Asymptotic robustness of entanglement in noisy quantum networks and graph connectivity

TL;DR

This paper investigates how the connectivity growth in noisy quantum networks influences the persistence of genuine multipartite entanglement, establishing thresholds based on graph degree growth for robustness or separability.

Contribution

It relates graph connectivity parameters, especially degree growth, to the asymptotic robustness of entanglement in noisy quantum networks, providing new thresholds and explicit constructions.

Findings

Fast degree growth ($\,\Omega(N)$) ensures asymptotic GME robustness.

Slow degree growth ($\,o(\log N)$) leads to asymptotic biseparability.
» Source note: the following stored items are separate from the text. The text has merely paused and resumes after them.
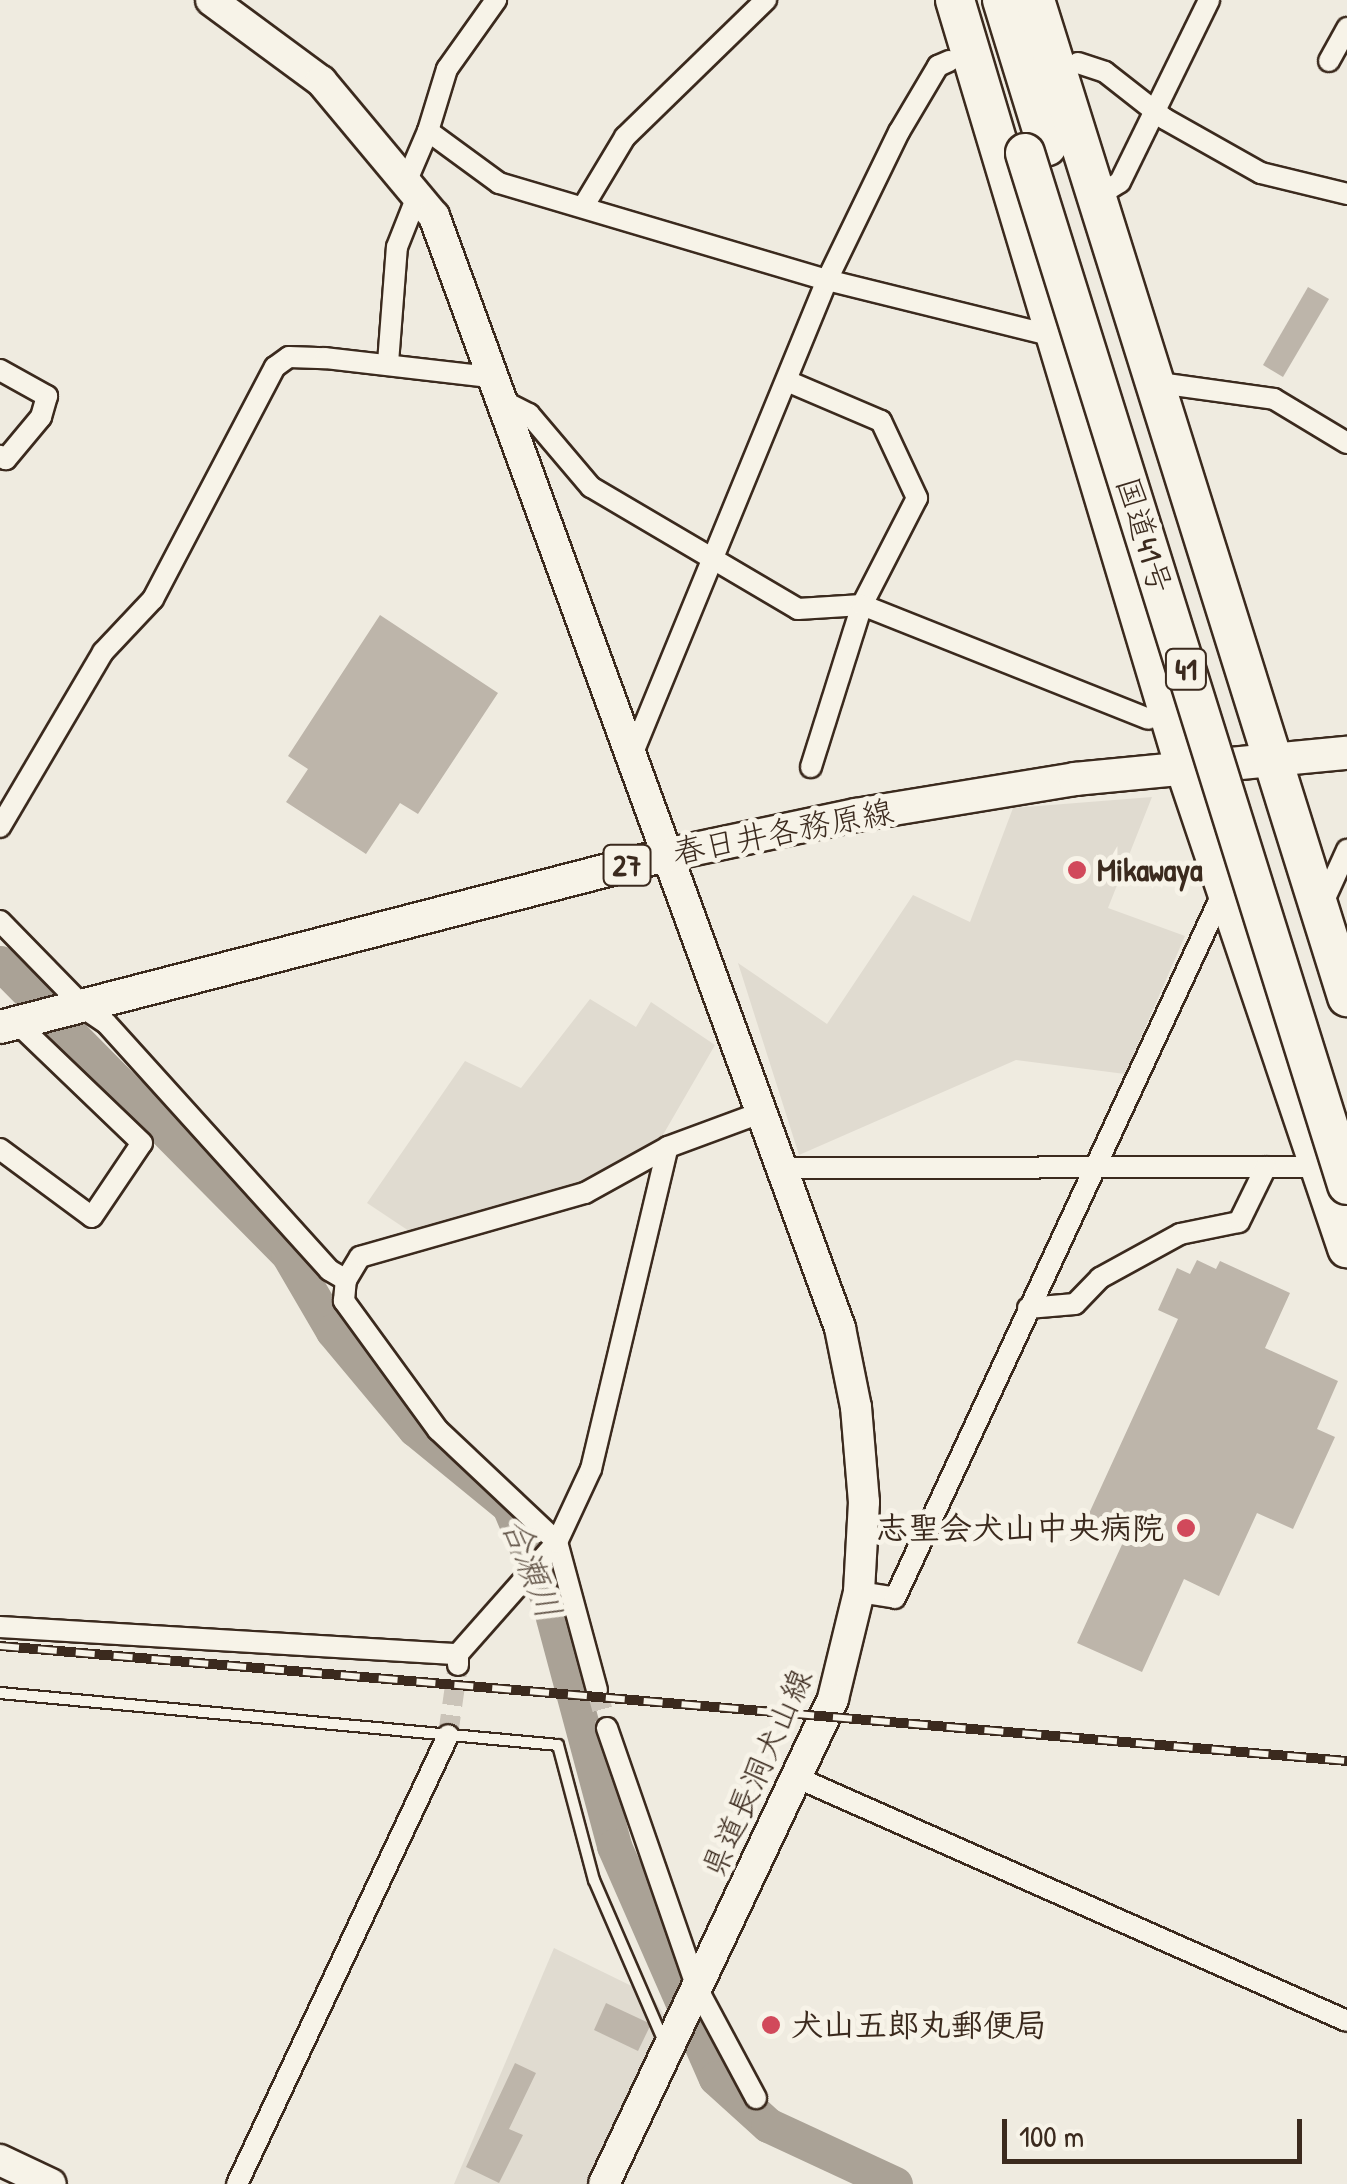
<!DOCTYPE html>
<meta charset="utf-8">
<style>
body{margin:0}
#map{position:relative;width:1347px;height:2184px;overflow:hidden;background:#efebe0;font-family:"Patrick Hand","Klee One",sans-serif}
div>[style]{position:absolute}
[style*='--x']{left:calc(var(--x)*1px);top:calc(var(--y)*1px);width:calc(var(--w)*1px);rotate:calc(var(--a)*1deg)}
.built>*{inset:0;background:#e0dbd0}
.river>*{height:35px;margin:-17.5px;padding:0 17.5px;transform-origin:17.5px;border-radius:17.5px;background:#aaa296}
.building>*{inset:0;background:#bdb5aa}
.street-tunnel>*{height:20px;margin-top:-10px;transform-origin:0;background:repeating-linear-gradient(90deg,#cbc4b9 0 20px,transparent 0 30px)}
.roads{filter:drop-shadow(2px 0 #3b2a1e) drop-shadow(-2px 0 #3b2a1e) drop-shadow(0 2px #3b2a1e) drop-shadow(0 -2px #3b2a1e)}
.lane>*{height:10px;margin:-5px;padding:0 5px;transform-origin:5px;border-radius:5px;background:#f7f3e8}
.street>*{height:20px;margin:-10px;padding:0 10px;transform-origin:10px;border-radius:10px;background:#f7f3e8}
.secondary>*{height:30px;margin:-15px;padding:0 15px;transform-origin:15px;border-radius:15px;background:#f7f3e8}
.primary>*{height:32px;margin:-16px;padding:0 16px;transform-origin:16px;border-radius:16px;background:#f7f3e8}
.highway>*{height:38px;margin:-19px;padding:0 19px;transform-origin:19px;border-radius:19px;background:#f7f3e8}
.rail>*{height:10px;margin-top:-5px;transform-origin:0;background:repeating-linear-gradient(90deg,#f7f3e8 0 19px,#3b2a1e 0 38px);box-sizing:border-box;border-block:2px solid #3b2a1e}
.bridges{filter:drop-shadow(2px 0 #3b2a1e) drop-shadow(-2px 0 #3b2a1e) drop-shadow(0 2px #3b2a1e) drop-shadow(0 -2px #3b2a1e)}
.highway-bridge>*{height:38px;margin:-19px;padding:0 19px;transform-origin:19px;border-radius:19px;background:#f7f3e8}
.dots>*{width:28px;height:28px;translate:-50% -50%;box-sizing:border-box;border:5px solid #f7f3e8;border-radius:50%}
span{translate:-50% -50%;white-space:nowrap;text-align:center;line-height:1.15;-webkit-text-stroke:10px #f7f3e8;paint-order:stroke}
.shield-label span{padding:2px 8px;background:#f7f3e8;border:2px solid;border-radius:8px;-webkit-text-stroke-width:0}
.shield-label{font-size:30px;color:#3b2a1e;font-weight:700}
.street-label{font-size:32px;color:#3b2a1e}
.poi-label{font-size:32px;color:#3b2a1e;font-weight:700}
.left{translate:0 -50%;text-align:left}
.right{translate:-100% -50%;text-align:right}
.water-label{font-size:35px;color:#625448;font-style:italic}
.scale{position:absolute;left:1002px;top:2119px;width:300px;height:45px;box-sizing:border-box;border:5px solid #3b2a1e;border-top:0;padding-left:12px;font-size:30px;line-height:35px;white-space:nowrap;color:#3b2a1e;-webkit-text-stroke:8px #f7f3e8;paint-order:stroke}
</style>
<div id="map">
<div class="built">
<i style="clip-path:polygon(1152px 797px,1108px 908px,1185px 936px,1125px 1074px,1016px 1060px,799px 1155px,738px 963px,827px 1024px,913px 895px,970px 922px,1013px 808px)"></i>
<i style="clip-path:polygon(590px 999px,636px 1027px,651px 1002px,715px 1045px,660px 1140px,582px 1184px,424px 1241px,367px 1203px,465px 1061px,521px 1088px)"></i>
<i style="clip-path:polygon(554px 1948px,652px 1996px,670px 2024px,593px 2184px,454px 2184px)"></i>
</div>
<div class="river">
<i style="--x:0;--y:963;--w:409;--a:45.3"></i>
<i style="--x:288;--y:1254;--w:89;--a:59.7"></i>
<i style="--x:333;--y:1331;--w:128;--a:50.1"></i>
<i style="--x:415;--y:1429;--w:122;--a:39.3"></i>
<i style="--x:509;--y:1506;--w:101;--a:67.2"></i>
<i style="--x:548;--y:1599;--w:256;--a:75"></i>
<i style="--x:614;--y:1846;--w:253;--a:66.3"></i>
<i style="--x:716;--y:2078;--w:70;--a:42.1"></i>
<i style="--x:768;--y:2125;--w:140;--a:24.9"></i>
</div>
<div class="building">
<i style="clip-path:polygon(1308px 287px,1329px 299px,1283px 377px,1263px 365px)"></i>
<i style="clip-path:polygon(380px 615px,498px 693px,418px 814px,400px 803px,366px 854px,286px 802px,308px 769px,288px 756px)"></i>
<i style="clip-path:polygon(1197px 1260px,1216px 1269px,1220px 1261px,1290px 1293px,1265px 1348px,1338px 1381px,1317px 1429px,1335px 1437px,1293px 1529px,1257px 1513px,1219px 1596px,1184px 1579px,1142px 1672px,1077px 1643px,1125px 1538px,1086px 1520px,1178px 1319px,1158px 1310px,1177px 1268px,1190px 1274px)"></i>
<i style="clip-path:polygon(606px 2003px,651px 2024px,638px 2051px,594px 2030px)"></i>
<i style="clip-path:polygon(515px 2063px,536px 2073px,509px 2129px,523px 2135px,499px 2183px,466px 2167px)"></i>
</div>
<div class="street-tunnel">
<i style="--x:597;--y:1690;--w:39;--a:75"></i>
<i style="--x:448;--y:1735;--w:71;--a:-81.9"></i>
</div>
<div class="roads">
<div class="lane">
<i style="--x:0;--y:1693;--w:560;--a:5.32"></i>
<i style="--x:558;--y:1745;--w:140;--a:75.1"></i>
<i style="--x:594;--y:1880;--w:179;--a:66.6"></i>
</div>
<div class="street">
<i style="--x:1329;--y:61;--w:38;--a:-61"></i>
<i style="--x:1078;--y:63;--w:28;--a:18"></i>
<i style="--x:1105;--y:72;--w:76;--a:38.1"></i>
<i style="--x:1165;--y:119;--w:110;--a:29.4"></i>
<i style="--x:1261;--y:173;--w:89;--a:13.7"></i>
<i style="--x:428;--y:131;--w:65;--a:-73"></i>
<i style="--x:447;--y:69;--w:85;--a:-54.6"></i>
<i style="--x:407;--y:180;--w:53;--a:-66.8"></i>
<i style="--x:428;--y:131;--w:88;--a:36.2"></i>
<i style="--x:499;--y:183;--w:342;--a:16.5"></i>
<i style="--x:827;--y:280;--w:238;--a:13.9"></i>
<i style="--x:1096;--y:197;--w:28;--a:-32"></i>
<i style="--x:1120;--y:182;--w:203;--a:-63.9"></i>
<i style="--x:583;--y:207;--w:82;--a:-59"></i>
<i style="--x:625;--y:137;--w:197;--a:-44.2"></i>
<i style="--x:388;--y:363;--w:116;--a:-85.6"></i>
<i style="--x:397;--y:247;--w:57;--a:-68.4"></i>
<i style="--x:0;--y:370;--w:54;--a:29"></i>
<i style="--x:47;--y:396;--w:22;--a:106"></i>
<i style="--x:41;--y:417;--w:55;--a:129.8"></i>
<i style="--x:6;--y:459;--w:7;--a:-153"></i>
<i style="--x:787;--y:381;--w:102;--a:23.1"></i>
<i style="--x:881;--y:421;--w:85;--a:64.9"></i>
<i style="--x:917;--y:498;--w:120;--a:117.2"></i>
<i style="--x:862;--y:605;--w:170;--a:107.5"></i>
<i style="--x:1152;--y:382;--w:123;--a:7.9"></i>
<i style="--x:1274;--y:399;--w:85;--a:31.1"></i>
<i style="--x:505;--y:402;--w:27;--a:27"></i>
<i style="--x:529;--y:414;--w:96;--a:49.7"></i>
<i style="--x:591;--y:487;--w:240;--a:30.5"></i>
<i style="--x:798;--y:609;--w:64;--a:-3.6"></i>
<i style="--x:862;--y:605;--w:308;--a:21.7"></i>
<i style="--x:632;--y:755;--w:513;--a:-67.68"></i>
<i style="--x:827;--y:280;--w:165;--a:-64.1"></i>
<i style="--x:899;--y:132;--w:77;--a:-59.4"></i>
<i style="--x:938;--y:66;--w:12;--a:-24"></i>
<i style="--x:0;--y:827;--w:203;--a:-59.5"></i>
<i style="--x:103;--y:652;--w:73;--a:-46.7"></i>
<i style="--x:153;--y:599;--w:262;--a:-62.3"></i>
<i style="--x:275;--y:367;--w:17;--a:-36"></i>
<i style="--x:289;--y:357;--w:36;--a:2"></i>
<i style="--x:325;--y:358;--w:173;--a:6.6"></i>
<i style="--x:1321;--y:907;--w:63;--a:-65.5"></i>
<i style="--x:0;--y:921;--w:116;--a:45.7"></i>
<i style="--x:82;--y:1007;--w:29;--a:34"></i>
<i style="--x:106;--y:1023;--w:333;--a:47.9"></i>
<i style="--x:329;--y:1270;--w:20;--a:30"></i>
<i style="--x:0;--y:1149;--w:114;--a:36.5"></i>
<i style="--x:92;--y:1217;--w:89;--a:-56"></i>
<i style="--x:142;--y:1143;--w:175;--a:-136.2"></i>
<i style="--x:781;--y:1168;--w:543;--a:-0.11"></i>
<i style="--x:1028;--y:1308;--w:47;--a:-4.9"></i>
<i style="--x:1075;--y:1304;--w:36;--a:-46"></i>
<i style="--x:1100;--y:1278;--w:91;--a:-28.8"></i>
<i style="--x:1180;--y:1234;--w:60;--a:-11.5"></i>
<i style="--x:1239;--y:1222;--w:61;--a:-63.9"></i>
<i style="--x:859;--y:1592;--w:36;--a:9"></i>
<i style="--x:895;--y:1598;--w:766;--a:-65.07"></i>
<i style="--x:1218;--y:903;--w:14;--a:-25"></i>
<i style="--x:0;--y:1627;--w:459;--a:3.4"></i>
<i style="--x:458;--y:1665;--w:11;--a:-90"></i>
<i style="--x:458;--y:1654;--w:149;--a:-48.5"></i>
<i style="--x:557;--y:1542;--w:81;--a:-65"></i>
<i style="--x:591;--y:1469;--w:331;--a:-76.6"></i>
<i style="--x:597;--y:1690;--w:153;--a:-105.1"></i>
<i style="--x:557;--y:1542;--w:163;--a:-136.7"></i>
<i style="--x:438;--y:1430;--w:160;--a:-126.1"></i>
<i style="--x:344;--y:1301;--w:21;--a:-85"></i>
<i style="--x:346;--y:1280;--w:27;--a:-59"></i>
<i style="--x:360;--y:1257;--w:234;--a:-15.9"></i>
<i style="--x:585;--y:1193;--w:95;--a:-29"></i>
<i style="--x:668;--y:1147;--w:98;--a:-20.3"></i>
<i style="--x:607;--y:1728;--w:275;--a:70.9"></i>
<i style="--x:697;--y:1988;--w:125;--a:61.8"></i>
<i style="--x:798;--y:1778;--w:600;--a:23.88"></i>
<i style="--x:237;--y:2184;--w:496;--a:-64.8"></i>
</div>
<div class="secondary">
<i style="--x:211;--y:0;--w:137;--a:36.4"></i>
<i style="--x:321;--y:81;--w:176;--a:50.1"></i>
<i style="--x:434;--y:216;--w:1184;--a:69.94"></i>
<i style="--x:840;--y:1328;--w:81;--a:78.6"></i>
<i style="--x:856;--y:1407;--w:95;--a:85.2"></i>
<i style="--x:864;--y:1502;--w:90;--a:93.2"></i>
<i style="--x:859;--y:1592;--w:110;--a:103.7"></i>
<i style="--x:833;--y:1699;--w:536;--a:115.28"></i>
<i style="--x:0;--y:2160;--w:56;--a:25.2"></i>
</div>
<div class="primary">
<i style="--x:0;--y:1027;--w:688;--a:-14.48"></i>
<i style="--x:666;--y:855;--w:194;--a:-11.9"></i>
<i style="--x:856;--y:815;--w:222;--a:-9.3"></i>
<i style="--x:1075;--y:779;--w:273;--a:-5.5"></i>
</div>
<div class="highway">
<i style="--x:955;--y:0;--w:802;--a:73.33"></i>
<i style="--x:1185;--y:768;--w:507;--a:71.35"></i>
<i style="--x:1002;--y:0;--w:153;--a:72.9"></i>
<i style="--x:1035;--y:0;--w:1045;--a:72.62"></i>
</div>
</div>
<div class="rail">
<i style="--x:0;--y:1646;--w:1352;--a:4.88"></i>
</div>
<div class="bridges">
<div class="highway-bridge">
<i style="--x:1025;--y:153;--w:1081;--a:72.67"></i>
</div>
</div>
<div class="dots">
<i style="left:1077px;top:870px;background:#d1495b"></i>
<i style="left:1186px;top:1528px;background:#d1495b"></i>
<i style="left:771px;top:2025px;background:#d1495b"></i>
</div>
<div class="shield-label">
<span style="left:1186px;top:669px">41</span>
<span style="left:627px;top:865px">27</span>
</div>
<div class="street-label">
<span style="left:1144px;top:535px;rotate:73deg">国道41号</span>
<span style="left:783px;top:832px;rotate:-11deg">春日井各務原線</span>
<span style="left:757px;top:1773px;rotate:-66deg">県道長洞犬山線</span>
</div>
<div class="poi-label">
<span class="left" style="left:1097px;top:870px">Mikawaya</span>
<span class="right" style="left:1164px;top:1528px">志聖会犬山中央病院</span>
<span class="left" style="left:791px;top:2025px">犬山五郎丸郵便局</span>
</div>
<div class="water-label">
<span style="left:532px;top:1568px;rotate:69deg">合瀬川</span>
</div>
<div class="scale">100 m</div>
</div>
Explicit constructions demonstrate the optimality of these thresholds.

Abstract

Quantum networks are promising venues for quantum information processing. This motivates the study of the entanglement properties of the particular multipartite quantum states that underpin these structures. In particular, it has been recently shown that when the links are noisy two drastically different behaviors can occur regarding the global entanglement properties of the network. While in certain configurations the network displays genuine multipartite entanglement (GME) for any system size provided the noise level is below a certain threshold, in others GME is washed out if the system size is big enough for any fixed non-zero level of noise. However, this difference has only been established considering the two extreme cases of maximally and minimally connected networks (i.e. complete graphs versus trees, respectively). In this article we investigate this question much more in depth and relate this behavior to the growth of several graph theoretic parameters that measure the connectivity of the graph sequence that codifies the structure of the network as the number of parties increases. The strongest conditions are obtained when considering the degree growth. Our main results are that a sufficiently fast degree growth (i.e. $\Omega(N)$, where $N$ is the size of the network) is sufficient for asymptotic robustness of GME, while if it is sufficiently slow (i.e. $o(\log N)$) then the network becomes asymptotically biseparable. We also present several explicit constructions related to the optimality of these results.